The best solution is sandboxing app. Map the require WhatsApp functions. And use as one app. Instalation of messangers independly. It's quite easy and elegant solution.

oblak-be commented 5 years ago

just wanna say I like this idea very much (a good year later) :). I implemented turt2live's Dimenion service (dimension.oblak.be) and I'm very interested in offering more bridges than the ones already included by default.

With the described idea i image a bot that you feed the credentials of the social accounts you want to couple, then the bot does all the magic behind the scenes. I guess it's the most interesting for users if they have one "control" room and then a room per social account that includes the addressbook on the social platforms end (eg the friendlist on facebook) as invited accounts or something.

Just freewheeling, keep up the good work!

eniac111 commented 4 years ago

Another bizarre idea. If there is a good open source. If there is a good open source tool for desktop automation, the desktop app for Viber may be sandboxed in a Docker container with x11 headless server. Still, it will work only for one person.

MurzNN commented 4 years ago

the desktop app for Viber may be sandboxed in a Docker container with x11 headless server

The main problem is that Viber desktop will not work without loaded Viber client on your phone, so you will still need "Android Phone + Viber Android app + Docker with Viber desktop app". Same with WhatsApp and some other popular messengers.

CyberShadow commented 2 years ago

The main problem is that Viber desktop will not work without loaded Viber client on your phone, so you will still need "Android Phone + Viber Android app + Docker with Viber desktop app". Same with WhatsApp and some other popular messengers.

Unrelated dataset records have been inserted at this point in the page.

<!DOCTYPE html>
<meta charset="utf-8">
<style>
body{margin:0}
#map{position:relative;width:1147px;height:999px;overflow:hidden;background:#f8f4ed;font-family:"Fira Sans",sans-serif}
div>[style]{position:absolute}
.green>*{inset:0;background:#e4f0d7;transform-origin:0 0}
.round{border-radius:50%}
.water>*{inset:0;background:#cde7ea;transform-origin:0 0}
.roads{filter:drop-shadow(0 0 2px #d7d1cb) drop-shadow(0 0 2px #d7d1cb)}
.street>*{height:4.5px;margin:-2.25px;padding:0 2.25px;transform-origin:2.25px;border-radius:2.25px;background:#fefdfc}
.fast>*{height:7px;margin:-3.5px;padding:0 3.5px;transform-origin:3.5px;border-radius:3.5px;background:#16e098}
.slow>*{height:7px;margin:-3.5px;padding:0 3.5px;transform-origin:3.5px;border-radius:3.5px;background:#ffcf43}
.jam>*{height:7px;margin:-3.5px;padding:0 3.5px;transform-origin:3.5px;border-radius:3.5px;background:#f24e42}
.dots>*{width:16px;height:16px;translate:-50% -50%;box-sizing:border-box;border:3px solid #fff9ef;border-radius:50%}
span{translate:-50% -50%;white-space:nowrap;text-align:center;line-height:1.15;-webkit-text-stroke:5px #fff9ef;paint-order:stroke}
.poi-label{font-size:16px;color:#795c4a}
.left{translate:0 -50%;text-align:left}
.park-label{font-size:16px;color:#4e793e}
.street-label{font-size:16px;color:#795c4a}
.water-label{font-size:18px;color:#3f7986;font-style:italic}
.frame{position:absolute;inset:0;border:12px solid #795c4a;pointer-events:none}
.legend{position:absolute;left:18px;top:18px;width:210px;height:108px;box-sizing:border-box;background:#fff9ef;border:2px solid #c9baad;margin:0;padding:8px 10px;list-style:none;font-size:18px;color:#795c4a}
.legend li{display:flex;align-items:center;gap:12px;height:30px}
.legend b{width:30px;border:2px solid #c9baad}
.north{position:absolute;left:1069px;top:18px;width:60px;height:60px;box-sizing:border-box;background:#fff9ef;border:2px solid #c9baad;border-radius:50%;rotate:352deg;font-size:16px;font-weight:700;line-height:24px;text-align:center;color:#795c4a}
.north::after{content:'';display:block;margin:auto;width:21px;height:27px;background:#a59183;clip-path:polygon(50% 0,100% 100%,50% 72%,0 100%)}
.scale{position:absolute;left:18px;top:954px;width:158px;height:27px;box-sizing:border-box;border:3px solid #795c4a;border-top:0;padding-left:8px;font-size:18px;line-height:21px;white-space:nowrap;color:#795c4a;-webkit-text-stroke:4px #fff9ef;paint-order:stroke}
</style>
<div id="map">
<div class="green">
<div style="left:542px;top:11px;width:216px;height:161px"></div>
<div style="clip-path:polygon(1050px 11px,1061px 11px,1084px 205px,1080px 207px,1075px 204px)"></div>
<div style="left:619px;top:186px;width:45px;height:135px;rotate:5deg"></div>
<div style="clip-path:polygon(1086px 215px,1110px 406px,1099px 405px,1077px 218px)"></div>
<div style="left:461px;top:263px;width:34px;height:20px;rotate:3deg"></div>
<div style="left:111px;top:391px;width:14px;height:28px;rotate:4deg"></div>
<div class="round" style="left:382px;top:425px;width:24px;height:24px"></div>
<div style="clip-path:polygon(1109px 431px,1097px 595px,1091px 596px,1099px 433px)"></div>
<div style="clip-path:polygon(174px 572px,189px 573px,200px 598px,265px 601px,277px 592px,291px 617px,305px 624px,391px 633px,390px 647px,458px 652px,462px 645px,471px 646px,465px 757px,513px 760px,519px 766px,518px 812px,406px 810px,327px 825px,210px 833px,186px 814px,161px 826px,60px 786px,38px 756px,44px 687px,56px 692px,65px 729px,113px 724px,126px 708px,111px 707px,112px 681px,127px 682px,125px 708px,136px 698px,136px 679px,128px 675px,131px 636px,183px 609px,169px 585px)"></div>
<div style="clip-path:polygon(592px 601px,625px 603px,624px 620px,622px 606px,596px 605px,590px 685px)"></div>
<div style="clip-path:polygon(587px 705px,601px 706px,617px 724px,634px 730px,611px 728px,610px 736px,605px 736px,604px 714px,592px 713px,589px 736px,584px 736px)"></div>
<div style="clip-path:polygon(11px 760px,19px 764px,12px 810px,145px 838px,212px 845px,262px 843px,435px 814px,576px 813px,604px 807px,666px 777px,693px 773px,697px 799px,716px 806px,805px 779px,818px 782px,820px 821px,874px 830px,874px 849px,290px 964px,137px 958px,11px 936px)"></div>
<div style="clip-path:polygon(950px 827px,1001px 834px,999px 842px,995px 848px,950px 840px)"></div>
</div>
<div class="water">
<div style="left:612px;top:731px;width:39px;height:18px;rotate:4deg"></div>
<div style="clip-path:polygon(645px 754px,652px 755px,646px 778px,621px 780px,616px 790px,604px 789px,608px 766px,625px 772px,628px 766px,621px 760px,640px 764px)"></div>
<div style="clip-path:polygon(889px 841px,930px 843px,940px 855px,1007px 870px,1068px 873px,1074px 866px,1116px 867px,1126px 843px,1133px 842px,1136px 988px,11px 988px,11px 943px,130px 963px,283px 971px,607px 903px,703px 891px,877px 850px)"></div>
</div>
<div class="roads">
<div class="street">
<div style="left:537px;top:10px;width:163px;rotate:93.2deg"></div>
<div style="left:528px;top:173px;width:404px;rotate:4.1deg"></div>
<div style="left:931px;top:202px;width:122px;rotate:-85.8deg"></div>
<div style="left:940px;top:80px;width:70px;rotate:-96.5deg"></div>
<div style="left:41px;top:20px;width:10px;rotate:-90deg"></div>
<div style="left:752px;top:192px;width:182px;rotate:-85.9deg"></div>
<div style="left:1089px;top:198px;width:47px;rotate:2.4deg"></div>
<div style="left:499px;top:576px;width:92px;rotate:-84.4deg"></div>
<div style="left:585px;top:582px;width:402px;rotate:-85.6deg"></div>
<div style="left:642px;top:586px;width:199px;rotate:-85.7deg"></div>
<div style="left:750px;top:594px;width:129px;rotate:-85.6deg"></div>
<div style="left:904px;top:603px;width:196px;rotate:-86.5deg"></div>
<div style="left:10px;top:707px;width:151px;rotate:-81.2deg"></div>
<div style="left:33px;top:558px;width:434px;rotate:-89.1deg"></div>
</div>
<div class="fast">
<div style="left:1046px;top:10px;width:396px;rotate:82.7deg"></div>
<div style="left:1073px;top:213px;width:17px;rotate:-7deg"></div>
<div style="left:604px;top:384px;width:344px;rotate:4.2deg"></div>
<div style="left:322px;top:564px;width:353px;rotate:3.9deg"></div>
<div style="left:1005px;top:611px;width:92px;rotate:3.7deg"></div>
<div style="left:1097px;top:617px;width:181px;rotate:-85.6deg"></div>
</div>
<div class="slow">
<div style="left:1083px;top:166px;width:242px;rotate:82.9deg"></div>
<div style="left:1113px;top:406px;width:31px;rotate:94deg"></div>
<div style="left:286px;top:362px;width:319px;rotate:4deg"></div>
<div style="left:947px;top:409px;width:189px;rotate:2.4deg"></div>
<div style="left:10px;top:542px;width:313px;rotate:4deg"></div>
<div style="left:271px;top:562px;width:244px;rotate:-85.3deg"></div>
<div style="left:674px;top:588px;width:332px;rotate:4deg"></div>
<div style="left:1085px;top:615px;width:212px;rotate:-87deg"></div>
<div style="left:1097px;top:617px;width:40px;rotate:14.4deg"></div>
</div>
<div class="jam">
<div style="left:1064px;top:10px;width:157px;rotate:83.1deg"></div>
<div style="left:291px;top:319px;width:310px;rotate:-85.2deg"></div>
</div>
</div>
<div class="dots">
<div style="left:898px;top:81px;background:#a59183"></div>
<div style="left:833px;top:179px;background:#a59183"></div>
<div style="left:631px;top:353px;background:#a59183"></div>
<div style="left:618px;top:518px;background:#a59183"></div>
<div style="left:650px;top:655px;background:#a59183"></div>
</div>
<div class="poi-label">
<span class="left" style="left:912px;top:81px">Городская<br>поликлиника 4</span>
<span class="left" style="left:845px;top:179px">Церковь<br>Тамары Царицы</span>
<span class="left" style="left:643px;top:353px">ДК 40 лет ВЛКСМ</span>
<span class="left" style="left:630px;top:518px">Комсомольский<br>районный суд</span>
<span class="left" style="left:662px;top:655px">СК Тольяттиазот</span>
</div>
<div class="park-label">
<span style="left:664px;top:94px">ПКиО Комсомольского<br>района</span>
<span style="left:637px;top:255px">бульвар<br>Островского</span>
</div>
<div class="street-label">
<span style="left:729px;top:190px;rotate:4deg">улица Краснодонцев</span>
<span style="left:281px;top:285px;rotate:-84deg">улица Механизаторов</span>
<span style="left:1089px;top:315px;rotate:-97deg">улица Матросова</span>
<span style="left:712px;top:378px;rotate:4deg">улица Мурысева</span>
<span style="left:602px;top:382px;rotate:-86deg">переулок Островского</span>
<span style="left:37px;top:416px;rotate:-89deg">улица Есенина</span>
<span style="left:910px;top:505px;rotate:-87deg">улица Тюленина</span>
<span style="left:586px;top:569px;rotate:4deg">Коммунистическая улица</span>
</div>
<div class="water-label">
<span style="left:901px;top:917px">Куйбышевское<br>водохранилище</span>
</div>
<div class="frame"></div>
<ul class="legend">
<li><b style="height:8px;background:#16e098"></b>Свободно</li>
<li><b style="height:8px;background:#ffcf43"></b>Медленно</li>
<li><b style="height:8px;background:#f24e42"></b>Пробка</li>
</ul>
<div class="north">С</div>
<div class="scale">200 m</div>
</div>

I think this is the case for Whatsapp, but I don't think that's true for Viber. You only need the phone and Android app for the initial setup, after that you can use the PC / Linux desktop app stand-alone.

MurzNN commented 2 years ago

I think this is the case for Whatsapp, but I don't think that's true for Viber. You only need the phone and Android app for the initial setup, after that you can use the PC / Linux desktop app stand-alone.

The problem is that for WhatsApp you can use a web interface, that can be easily debugged and you can simulate its queries, but Viber has only the Desktop app with closed sources :( So we can't easily debug it and simulate its queries in a matrix bridge.

CyberShadow commented 2 years ago

The bulk of the implementation of the Android app lies in native-code libraries (shared objects) accessed via JNI. One way I thought of approaching this problem would be to run the libraries using a CPU emulator like Unicorn Engine, and talk to them via the same JNI API. The bridge would require users to acquire an APK of the app as part of the setup, which is somewhat impractical but may be less impractical than reverse engineering the protocol and encryption.